Quitting Google- Neeta Dujari Reflects On Tough Decisions – Celebrating Womanhood On InsideIIM

Neeta Dujari has over 10 years of experience in the Internet industry, including 6.5 years with Google India. She has worked in all areas of digital marketing including Pay Per Click (Google AdWords Professional), Search Engine Optimisation, email marketing, web analytics and much more.
She was one of the first few hires of Google India working initially in Hyderabad and later helped set up the Gurgaon office. In this capacity, she has mentored and trained many of the new hires and helped the team grow.

Additionally, she has experience in planning campaign strategy, effective execution and detailed analysis for running successful campaigns.


What was high school/ college/ university like for you? How did it contribute to your personality/ the person you are right now?

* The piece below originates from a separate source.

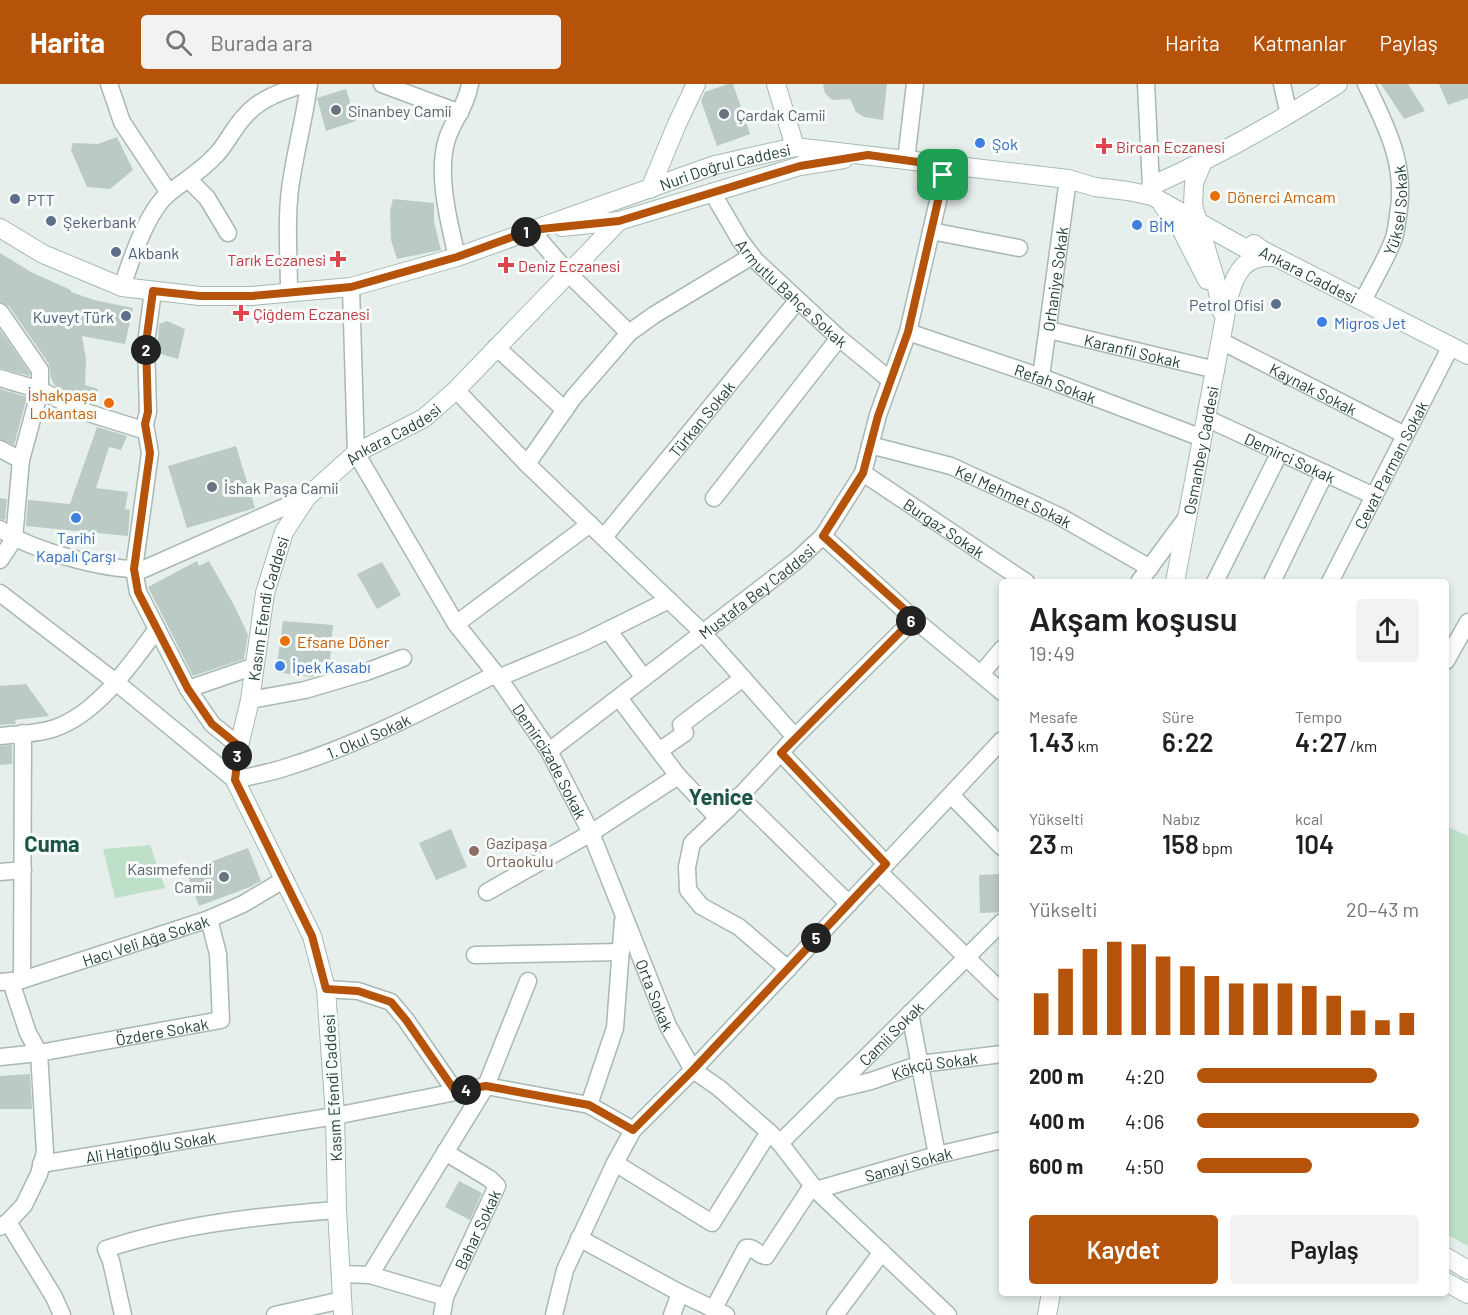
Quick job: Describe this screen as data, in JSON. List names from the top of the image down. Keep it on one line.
{"streets":{"street":["Nuri Doğrul Caddesi","Yüksel Sokak","Ankara Caddesi","Orhaniye Sokak","Armutlu Bahçe Sokak","Karanfil Sokak","Refah Sokak","Kaynak Sokak","Türkan Sokak","Osmanbey Caddesi","Demirci Sokak","Cevat Parman Sokak","Kel Mehmet Sokak","Burgaz Sokak","Mustafa Bey Caddesi","Kasım Efendi Caddesi","1. Okul Sokak","Demircizade Sokak","Hacı Veli Ağa Sokak","Orta Sokak","Özdere Sokak","Camii Sokak","Kökçü Sokak","Ali Hatipoğlu Sokak","Sanayi Sokak","Bahar Sokak"]},"crossings":[["Nuri Doğrul Caddesi","Ankara Caddesi"],["Nuri Doğrul Caddesi","Armutlu Bahçe Sokak"],["Yüksel Sokak","Ankara Caddesi"],["Ankara Caddesi","Orhaniye Sokak"],["Ankara Caddesi","Cevat Parman Sokak"],["Ankara Caddesi","Mustafa Bey Caddesi"],["Ankara Caddesi","Kasım Efendi Caddesi"],["Ankara Caddesi","Demircizade Sokak"],["Orhaniye Sokak","Karanfil Sokak"],["Orhaniye Sokak","Refah Sokak"],["Armutlu Bahçe Sokak","Türkan Sokak"],["Armutlu Bahçe Sokak","Mustafa Bey Caddesi"],["Karanfil Sokak","Osmanbey Caddesi"],["Refah Sokak","Osmanbey Caddesi"],["Refah Sokak","Mustafa Bey Caddesi"],["Kaynak Sokak","Osmanbey Caddesi"],["Kaynak Sokak","Cevat Parman Sokak"],["Osmanbey Caddesi","Demirci Sokak"],["Demirci Sokak","Cevat Parman Sokak"],["Kel Mehmet Sokak","Mustafa Bey Caddesi"],["Burgaz Sokak","Mustafa Bey Caddesi"],["Mustafa Bey Caddesi","Demircizade Sokak"],["Kasım Efendi Caddesi","1. Okul Sokak"],["Kasım Efendi Caddesi","Hacı Veli Ağa Sokak"],["Kasım Efendi Caddesi","Ali Hatipoğlu Sokak"],["1. Okul Sokak","Demircizade Sokak"],["Demircizade Sokak","Orta Sokak"],["Demircizade Sokak","Ali Hatipoğlu Sokak"],["Hacı Veli Ağa Sokak","Özdere Sokak"],["Camii Sokak","Kökçü Sokak"]],"districts":["Yenice","Cuma"],"places":{"other":["Sinanbey Camii","Çardak Camii","Şok","Dönerci Amcam","PTT","Şekerbank","BİM","Akbank","Petrol Ofisi","Kuveyt Türk","Migros Jet","İshakpaşa Lokantası","İshak Paşa Camii","Tarihi Kapalı Çarşı","Efsane Döner","İpek Kasabı","Gazipaşa Ortaokulu","Kasımefendi Camii"],"health":["Bircan Eczanesi","Tarık Eczanesi","Deniz Eczanesi","Çiğdem Eczanesi"]},"page":{"header":"Harita","search":"Burada ara","nav":["Harita","Katmanlar","Paylaş"],"pins":["1","2","6","3","5","4"],"heading":["Akşam koşusu","19:49"],"stats":[["Mesafe","1.43 km"],["Süre","6:22"],["Tempo","4:27 /km"],["Yükselti","23 m"],["Nabız","158 bpm"],["kcal","104"]],"chart":["Yükselti","20–43 m"],"list":[{"name":"200 m","note":"4:20"},{"name":"400 m","note":"4:06"},{"name":"600 m","note":"4:50"}],"buttons":["Kaydet","Paylaş"]}}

In high school, I was constantly ridiculed for being a poor student and subjected to humiliation. I became very demotivated and lost any eagerness to perform. After my Class X exams, I switched schools, because I wanted a particular subject combination that wasn’t available in my school. For the next two years, I consistently topped my class.

It took me a while to believe that I could perform well in my studies, and at times, I still continue to doubt my own ability. I wonder if I’d been encouraged from the very beginning, and I shudder to think if I’d not switched schools, what kind of a person I’d be now.

I’ve turned out to be a more or less balanced individual (or so I think!), but I thank God for having changed my school and doing well in my undergraduate studies, which is why I’m where I am today.


If money was no object, what would you do all day?

Read, walk, volunteer, spend time with puppies and children.


What advice would you give to a 10-year-younger you?

Being single is not a curse. Enjoy your life. It’s better to be happily single than be unhappily married.


Do you think women are better equipped to deal with problems as compared to men? If yes, how?

Women are, by nature, used to multi-tasking and working under pressure. It makes them more resilient and more emotionally stronger than men.


Many IIMs and other b-schools award extra points for being a woman. Many organisations focus on diversity? Do you think women being singled out like this is fair? What is your take on that? Do you propagate the concept OR Have you faced any backlash for the same?

No, women do not need to have this quota or discrimination. We’re strong individuals and we don’t need this benevolence. Treat us as you would our male counterparts. This is just society’s way of reinforcing what is traditionally believed to be right.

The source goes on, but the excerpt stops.